House Speaker Paul Ryan said that come 2018, Medicaid, Medicare, and welfare programs are heading to the chopping block.
If you thought the tantrums over tax reform were bad, brace yourself for the wailing and gnashing of teeth.
“We’re going to have to get back next year at entitlement reform, which is how you tackle the debt and the deficit,” Ryan said during an interview on Ross Kaminsky’s radio show.
According to Ryan, entitlements are the biggest “drivers of debt,” and “so we spend more time on the health-care entitlements because that’s really where the problem lies, fiscally speaking.”
This may run afoul of President Trump, who said during his campaign that he wouldn’t cut Medicare, but Paul believes the President has had a change of heart at this point. Ryan claims he’s been meeting privately with the President, and Trump is slowly coming around to the idea that entitlements need to be cut.

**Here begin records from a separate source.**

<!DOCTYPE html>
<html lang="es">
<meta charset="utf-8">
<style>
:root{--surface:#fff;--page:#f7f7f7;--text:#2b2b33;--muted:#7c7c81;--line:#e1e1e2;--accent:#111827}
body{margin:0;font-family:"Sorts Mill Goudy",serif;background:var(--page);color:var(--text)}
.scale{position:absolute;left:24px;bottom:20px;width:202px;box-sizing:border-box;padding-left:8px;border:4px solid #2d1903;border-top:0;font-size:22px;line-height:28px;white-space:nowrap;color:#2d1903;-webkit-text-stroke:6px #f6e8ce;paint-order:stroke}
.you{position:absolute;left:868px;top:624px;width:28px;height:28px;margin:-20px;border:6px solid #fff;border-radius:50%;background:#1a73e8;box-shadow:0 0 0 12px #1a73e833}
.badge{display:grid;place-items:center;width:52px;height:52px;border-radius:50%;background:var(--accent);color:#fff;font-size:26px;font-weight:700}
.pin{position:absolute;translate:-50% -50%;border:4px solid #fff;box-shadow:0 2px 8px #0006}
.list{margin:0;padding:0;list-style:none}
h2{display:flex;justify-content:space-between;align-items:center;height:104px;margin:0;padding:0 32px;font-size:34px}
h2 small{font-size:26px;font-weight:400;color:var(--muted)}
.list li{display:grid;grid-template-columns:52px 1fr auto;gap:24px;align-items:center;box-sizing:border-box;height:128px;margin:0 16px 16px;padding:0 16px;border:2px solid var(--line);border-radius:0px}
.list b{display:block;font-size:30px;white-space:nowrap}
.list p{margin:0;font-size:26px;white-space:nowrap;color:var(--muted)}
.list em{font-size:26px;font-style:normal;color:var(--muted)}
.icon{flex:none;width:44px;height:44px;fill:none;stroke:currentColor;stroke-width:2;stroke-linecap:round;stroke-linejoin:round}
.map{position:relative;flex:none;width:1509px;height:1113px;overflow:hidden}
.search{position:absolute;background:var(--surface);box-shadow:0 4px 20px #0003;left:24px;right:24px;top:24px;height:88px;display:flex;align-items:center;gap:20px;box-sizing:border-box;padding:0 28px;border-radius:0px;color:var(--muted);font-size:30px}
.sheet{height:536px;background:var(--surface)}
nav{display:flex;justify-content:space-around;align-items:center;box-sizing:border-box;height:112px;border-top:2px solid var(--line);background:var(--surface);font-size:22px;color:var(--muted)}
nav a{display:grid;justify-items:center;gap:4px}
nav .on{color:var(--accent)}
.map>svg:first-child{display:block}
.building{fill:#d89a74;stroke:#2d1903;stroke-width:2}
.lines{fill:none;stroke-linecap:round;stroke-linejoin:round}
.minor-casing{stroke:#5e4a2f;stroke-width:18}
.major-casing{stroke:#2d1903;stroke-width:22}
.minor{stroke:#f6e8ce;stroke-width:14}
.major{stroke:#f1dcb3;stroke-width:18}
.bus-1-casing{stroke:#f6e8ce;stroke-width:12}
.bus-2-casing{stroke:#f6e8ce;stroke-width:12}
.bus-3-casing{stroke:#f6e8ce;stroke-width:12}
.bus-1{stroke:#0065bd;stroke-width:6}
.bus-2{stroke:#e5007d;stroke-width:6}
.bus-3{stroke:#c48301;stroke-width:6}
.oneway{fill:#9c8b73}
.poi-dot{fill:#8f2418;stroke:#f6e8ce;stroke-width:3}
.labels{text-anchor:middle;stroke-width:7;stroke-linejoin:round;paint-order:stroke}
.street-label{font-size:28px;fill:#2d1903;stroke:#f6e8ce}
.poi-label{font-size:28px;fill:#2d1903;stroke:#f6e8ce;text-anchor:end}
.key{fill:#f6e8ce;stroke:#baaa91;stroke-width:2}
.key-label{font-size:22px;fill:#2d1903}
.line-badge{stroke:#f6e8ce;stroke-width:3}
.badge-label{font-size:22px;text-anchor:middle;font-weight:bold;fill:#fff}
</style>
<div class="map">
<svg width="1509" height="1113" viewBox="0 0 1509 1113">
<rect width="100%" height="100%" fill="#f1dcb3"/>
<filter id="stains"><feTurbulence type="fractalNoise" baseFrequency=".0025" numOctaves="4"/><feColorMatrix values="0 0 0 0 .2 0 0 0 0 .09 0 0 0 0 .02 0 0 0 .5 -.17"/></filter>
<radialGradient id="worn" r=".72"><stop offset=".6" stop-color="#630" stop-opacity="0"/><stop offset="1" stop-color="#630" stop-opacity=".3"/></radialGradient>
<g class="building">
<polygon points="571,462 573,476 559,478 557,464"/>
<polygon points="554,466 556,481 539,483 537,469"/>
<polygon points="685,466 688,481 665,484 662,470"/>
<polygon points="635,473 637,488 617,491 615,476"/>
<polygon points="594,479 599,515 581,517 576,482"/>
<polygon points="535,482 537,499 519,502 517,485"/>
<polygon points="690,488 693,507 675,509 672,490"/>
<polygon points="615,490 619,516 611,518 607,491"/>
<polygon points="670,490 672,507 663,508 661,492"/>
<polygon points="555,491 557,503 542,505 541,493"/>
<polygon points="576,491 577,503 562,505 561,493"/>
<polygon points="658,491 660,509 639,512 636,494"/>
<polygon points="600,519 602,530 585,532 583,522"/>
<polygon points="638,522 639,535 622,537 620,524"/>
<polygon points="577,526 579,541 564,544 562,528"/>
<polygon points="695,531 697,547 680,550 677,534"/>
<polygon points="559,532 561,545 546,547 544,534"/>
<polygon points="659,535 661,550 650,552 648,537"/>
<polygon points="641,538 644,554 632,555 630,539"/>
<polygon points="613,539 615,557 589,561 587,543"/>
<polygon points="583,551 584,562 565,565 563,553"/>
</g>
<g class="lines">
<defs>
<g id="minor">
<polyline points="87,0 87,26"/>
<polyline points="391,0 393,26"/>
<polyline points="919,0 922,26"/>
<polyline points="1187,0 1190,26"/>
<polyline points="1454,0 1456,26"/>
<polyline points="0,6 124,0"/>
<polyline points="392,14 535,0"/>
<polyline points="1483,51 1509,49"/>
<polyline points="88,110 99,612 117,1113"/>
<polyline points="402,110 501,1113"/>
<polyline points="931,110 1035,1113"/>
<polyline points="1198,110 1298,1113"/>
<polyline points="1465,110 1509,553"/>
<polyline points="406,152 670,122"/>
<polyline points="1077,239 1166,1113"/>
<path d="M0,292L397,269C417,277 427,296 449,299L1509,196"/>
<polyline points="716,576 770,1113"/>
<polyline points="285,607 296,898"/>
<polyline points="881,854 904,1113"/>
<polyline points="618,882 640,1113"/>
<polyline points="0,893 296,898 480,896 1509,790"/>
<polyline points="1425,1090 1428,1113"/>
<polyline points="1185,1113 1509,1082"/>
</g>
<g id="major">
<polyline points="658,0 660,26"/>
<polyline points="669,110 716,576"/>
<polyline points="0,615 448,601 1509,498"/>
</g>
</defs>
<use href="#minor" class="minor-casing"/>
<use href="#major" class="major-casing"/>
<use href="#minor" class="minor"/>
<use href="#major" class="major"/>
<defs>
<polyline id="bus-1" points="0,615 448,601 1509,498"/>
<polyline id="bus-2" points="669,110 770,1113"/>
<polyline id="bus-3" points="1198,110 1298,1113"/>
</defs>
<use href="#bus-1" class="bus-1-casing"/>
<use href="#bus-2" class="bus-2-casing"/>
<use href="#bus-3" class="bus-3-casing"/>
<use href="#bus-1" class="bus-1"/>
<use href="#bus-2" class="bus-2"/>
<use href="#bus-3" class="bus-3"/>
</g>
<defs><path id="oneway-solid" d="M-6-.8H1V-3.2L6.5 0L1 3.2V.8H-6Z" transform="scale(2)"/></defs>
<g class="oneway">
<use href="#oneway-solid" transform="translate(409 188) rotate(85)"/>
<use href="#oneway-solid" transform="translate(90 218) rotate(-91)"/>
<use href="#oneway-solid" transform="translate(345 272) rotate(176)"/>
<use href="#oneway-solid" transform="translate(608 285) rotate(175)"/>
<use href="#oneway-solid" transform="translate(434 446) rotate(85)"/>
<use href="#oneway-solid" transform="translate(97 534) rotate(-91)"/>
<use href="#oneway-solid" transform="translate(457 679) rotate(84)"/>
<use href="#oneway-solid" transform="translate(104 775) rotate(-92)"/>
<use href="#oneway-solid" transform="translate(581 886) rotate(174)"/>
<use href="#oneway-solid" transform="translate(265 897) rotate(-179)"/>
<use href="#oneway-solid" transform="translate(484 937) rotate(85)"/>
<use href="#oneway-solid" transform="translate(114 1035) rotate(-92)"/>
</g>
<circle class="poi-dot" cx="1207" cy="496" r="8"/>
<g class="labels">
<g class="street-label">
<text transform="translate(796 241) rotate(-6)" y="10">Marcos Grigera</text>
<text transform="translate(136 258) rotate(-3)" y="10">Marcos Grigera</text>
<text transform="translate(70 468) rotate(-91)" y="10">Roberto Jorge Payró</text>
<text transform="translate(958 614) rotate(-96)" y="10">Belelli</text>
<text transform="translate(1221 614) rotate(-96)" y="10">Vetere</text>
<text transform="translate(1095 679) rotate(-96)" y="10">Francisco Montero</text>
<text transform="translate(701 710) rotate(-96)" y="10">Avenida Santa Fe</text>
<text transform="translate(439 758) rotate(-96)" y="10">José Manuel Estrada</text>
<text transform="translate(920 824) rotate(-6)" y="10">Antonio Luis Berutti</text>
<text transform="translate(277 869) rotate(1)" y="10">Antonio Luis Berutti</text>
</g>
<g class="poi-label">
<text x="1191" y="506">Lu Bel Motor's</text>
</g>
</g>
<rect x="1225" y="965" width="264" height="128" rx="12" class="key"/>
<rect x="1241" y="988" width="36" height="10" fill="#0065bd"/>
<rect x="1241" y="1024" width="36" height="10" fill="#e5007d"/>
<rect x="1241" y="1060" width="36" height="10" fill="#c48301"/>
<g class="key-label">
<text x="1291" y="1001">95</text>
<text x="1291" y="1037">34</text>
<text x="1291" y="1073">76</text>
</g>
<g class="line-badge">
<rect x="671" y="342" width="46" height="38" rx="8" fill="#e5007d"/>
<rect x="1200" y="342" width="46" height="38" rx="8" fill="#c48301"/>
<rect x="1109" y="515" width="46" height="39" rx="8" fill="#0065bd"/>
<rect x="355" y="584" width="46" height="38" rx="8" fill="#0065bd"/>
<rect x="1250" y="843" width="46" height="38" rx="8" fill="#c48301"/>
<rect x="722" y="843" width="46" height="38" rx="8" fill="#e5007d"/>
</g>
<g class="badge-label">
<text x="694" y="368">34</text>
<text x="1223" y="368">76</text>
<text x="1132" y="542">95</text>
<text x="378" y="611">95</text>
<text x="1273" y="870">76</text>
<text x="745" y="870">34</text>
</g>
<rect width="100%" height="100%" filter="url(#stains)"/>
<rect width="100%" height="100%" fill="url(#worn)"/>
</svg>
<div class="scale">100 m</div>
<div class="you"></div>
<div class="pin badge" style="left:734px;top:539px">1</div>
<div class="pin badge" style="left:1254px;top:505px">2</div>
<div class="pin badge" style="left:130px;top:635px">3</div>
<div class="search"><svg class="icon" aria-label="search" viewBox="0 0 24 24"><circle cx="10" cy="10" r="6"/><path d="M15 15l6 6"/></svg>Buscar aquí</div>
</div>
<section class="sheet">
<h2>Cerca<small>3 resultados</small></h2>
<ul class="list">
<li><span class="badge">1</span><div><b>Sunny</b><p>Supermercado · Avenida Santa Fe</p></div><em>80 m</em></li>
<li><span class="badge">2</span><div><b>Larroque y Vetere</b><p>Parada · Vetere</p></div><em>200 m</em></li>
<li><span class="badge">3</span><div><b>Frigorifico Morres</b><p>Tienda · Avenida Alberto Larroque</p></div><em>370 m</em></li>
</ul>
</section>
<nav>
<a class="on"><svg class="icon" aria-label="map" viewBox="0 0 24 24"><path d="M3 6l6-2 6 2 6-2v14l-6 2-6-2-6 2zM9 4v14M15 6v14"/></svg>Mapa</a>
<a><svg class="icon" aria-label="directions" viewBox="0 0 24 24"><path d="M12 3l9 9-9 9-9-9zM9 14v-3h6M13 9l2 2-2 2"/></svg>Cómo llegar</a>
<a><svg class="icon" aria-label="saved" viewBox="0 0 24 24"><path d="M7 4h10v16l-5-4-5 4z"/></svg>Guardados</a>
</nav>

“I think the president is understanding choice and competition works everywhere, especially in Medicare,” Ryan said.
According to The Hill, Republicans are already gearing up to take a bite out of welfare.
Last week, House Ways and Means Committee Chairman Kevin Brady (R-Texas) said that once the tax bill was done, “welfare reform” was up next.
Sen. Marco Rubio (R-Fla.), last week, said “instituting structural changes to Social Security and Medicare for the future” will be the best way to reduce spending and generate economic growth.
Rep. Jeb Hensarling (R-Texas), chairman of the House Financial Services Committee, told Bloomberg TV that “the most important thing we can do with respect to the national debt, what we need to do, is obviously reform current entitlement programs for future generations.”
Ryan also wants to tackle the welfare system itself, like make reforms that include work requirements for food stamps.
“We have a welfare system that’s trapping people in poverty and effectively paying people not to work,” Ryan said. “We’ve got to work on that.”
According to The Hill, Senate Finance Committee Chairman Orrin Hatch (R-Utah) said something similar, saying he had a “rough time wanting to spend billions and billions and trillions of dollars to help people who won’t help themselves, won’t lift a finger and expect the federal government to do everything.”